Gérard Petit hébergeait souvent chez lui son ami Marcel Poirier, un sans-abri de 54 ans. Pourtant, en 2019, au cours d’une nuit de beuverie, il l’a tué en lui assénant huit coups de couteau.

Publié le 11 janvier
Isabelle Ducas
Isabelle Ducas La Presse

Petit a écopé de 11 ans de prison, mardi, au palais de justice de Montréal, après avoir plaidé coupable à une accusation d’homicide involontaire.

« Je regrette cet incident, je n’aurais jamais pensé qu’une chose comme ça pourrait arriver », a dit l’homme de 65 ans, en pleurs, alors qu’il se trouvait dans le box des accusés devant la juge Catherine Perreault.

« Marcel était devenu un ami, j’avais essayé de le sortir de la rue, je l’amenais à la maison quand il faisait trop froid. »

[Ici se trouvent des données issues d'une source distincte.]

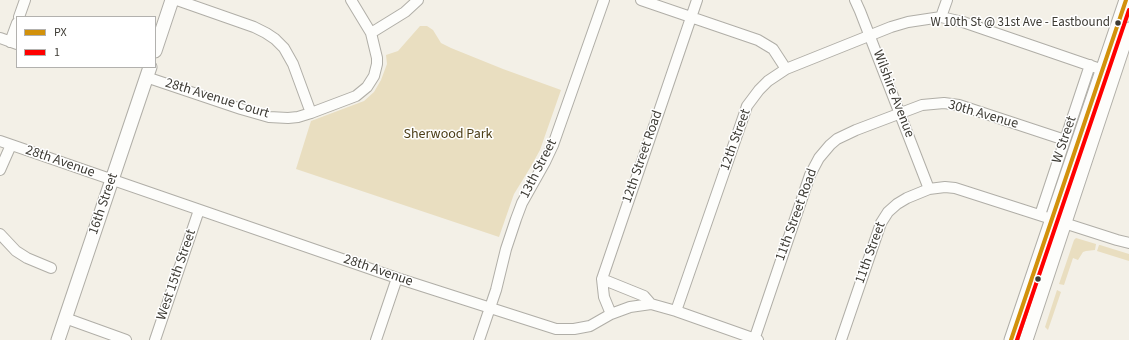 <!DOCTYPE html>
<style>
body{margin:0}
#map{position:relative;width:1129px;height:340px;overflow:hidden;background:#f3f0e7;font-family:"Source Sans 3",sans-serif}
canvas{display:block}
.legend{position:absolute;left:16px;top:16px;width:140px;height:52px;box-sizing:border-box;background:#fff;border:1px solid #b2b1ae;margin:0;padding:5px 7px;list-style:none;font-size:12px;color:#3e3c35}
.legend li{display:flex;align-items:center;gap:8px;height:20px}
.legend b{width:20px;border:1px solid #b2b1ae}
</style>
<div id="map">
<canvas width="1129" height="340"></canvas>
<ul class="legend">
<li><b style="height:5px;background:#d2910b"></b>PX</li>
<li><b style="height:5px;background:#f00"></b>1</li>
</ul>
</div>
<script>
const g = document.querySelector('canvas').getContext('2d');
g.lineJoin = 'round';
function fill(path, color) { g.fillStyle = color; g.fill(path, 'evenodd'); }
const toPath = rows => new Path2D(rows.map(r => 'M' + r).join(''));
function trace(path, color, width, dash) { g.strokeStyle = color; g.lineWidth = width; g.lineCap = dash ? 'butt' : 'round'; g.setLineDash(dash || []); g.stroke(path); }
function drawText(font, color, halo, rows, align = 'center') {
  g.font = font + ' "Source Sans 3",sans-serif'; g.lineWidth = 3; g.setLineDash([]); g.textBaseline = 'middle'; g.strokeStyle = halo; g.fillStyle = color; for (const [text, x, y, turn = 0] of rows) {
    g.save(); g.translate(x, y); g.rotate((+turn || 0) * Math.PI / 180); g.textAlign = isNaN(turn) ? turn : align; if (halo) g.strokeText(text, 0, 0); g.fillText(text, 0, 0); g.restore();
  }
}
const green = toPath([
 [420,26,427,26,433,30,441,43,451,48,503,69,561,90,540,150,530,168,514,194,499,237,296,169,311,121,364,101,374,92,381,80,387,64,386,55,398,51],
 [1076,238,1096,244,1095,250,1086,251,1083,252,1078,260,1073,258,1064,285,1059,284,1074,240],
 [1099,245,1100,245,1129,254,1129,261,1097,251],
 [1057,290,1061,292,1048,330,1045,327]
]);
const minor = toPath([
 [177,0,254,27,266,33,275,39,284,48,293,64,311,113],
 [641,0,758,40,773,49,786,69],
 [855,0,860,11,929,189],
 [19,17,25,0],
 [941,17,947,0],
 [371,33,405,12,418,0],
 [0,38,17,44],
 [10,42,17,23],
 [146,77,241,109,269,117,288,118,298,117,311,113,356,96,367,87,374,76,377,64,377,58,371,33,351,0],
 [0,141,397,278,556,329,574,329,590,326,611,314,630,307,651,304,676,311,758,340],
 [0,170,11,145],
 [1040,215,1090,65],
 [0,234,16,251,27,258,51,268],
 [602,279,644,296,651,304],
 [676,311,744,115,747,106,759,90,768,81,786,69,891,27,908,22,941,17,963,22,1103,70],
 [611,314,604,297,602,279,697,0],
 [65,318,126,340],
 [155,340,199,210],
 [376,340,397,278],
 [479,340,496,290,506,249,516,219,522,203,545,162,553,145,604,0],
 [754,340,810,175,819,158,830,145,837,139,856,130,922,105,944,103,959,105,1065,140],
 [841,340,881,223,888,212,897,204,907,198,929,189,945,187,955,188,1117,240,1129,243]
]);
const major = toPath([
 [155,51,172,0],
 [58,340,150,67],
 [1011,340,1126,0],
 [1026,340,1129,29]
]);
const bus1 = toPath([
 [1011,340,1126,0]
]);
const bus2 = toPath([
 [1017,340,1129,10]
]);
const markers = [
 [1118,23,3.5,"#3e3c35"],
 [1038,279,3.5,"#3e3c35"]
];
const busNames = [
 ["W 10th St @ 31st Ave - Eastbound",1110,23]
];
const streetNames = [
 ["Wilshire Avenue",893,94,69],
 ["28th Avenue Court",217,99,17],
 ["30th Avenue",983,115,16],
 ["12th Street",736,140,-70],
 ["W Street",1065,140,-71],
 ["12th Street Road",643,157,-71],
 ["28th Avenue",60,162,19],
 ["13th Street",539,169,-63],
 ["16th Street",104,204,-71],
 ["11th Street Road",797,215,-70],
 ["11th Street",871,253,-70],
 ["28th Avenue",378,271,19],
 ["West 15th Street",177,275,-71]
];
const parkNames = [
 ["Sherwood Park",448,135]
];
fill(green, '#e9dec0');
trace(minor, '#b0aea7', 12);
trace(major, '#b0aea7', 15);
trace(minor, '#fdfdfb', 10);
trace(major, '#fdfdfb', 13);
trace(bus1, '#d2910b', 4);
trace(bus2, '#f00', 4);
for (const [x, y, r, color] of markers) { const dot = new Path2D(); dot.arc(x, y, r, 0, 2 * Math.PI); g.fillStyle = color; g.fill(dot); trace(dot, '#fff', 1.5); }
drawText('13px', '#3e3c35', '#fff', busNames, 'right');
drawText('14px', '#3e3c35', '#fff', streetNames);
drawText('14px', '#4c3e17', '#fff', parkNames);
</script>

Mais dans la nuit du 28 au 29 juillet 2019, les deux hommes ont eu une altercation dans l’appartement de Petit, situé dans un HLM du Plateau-Mont-Royal. L’accusé raconte qu’il a voulu faire sortir la victime, qui menaçait de tout détruire dans le logement.

Marcel Poirier se serait alors emparé d’un couteau de cuisine et se serait retrouvé dans le corridor avec Gérard Petit.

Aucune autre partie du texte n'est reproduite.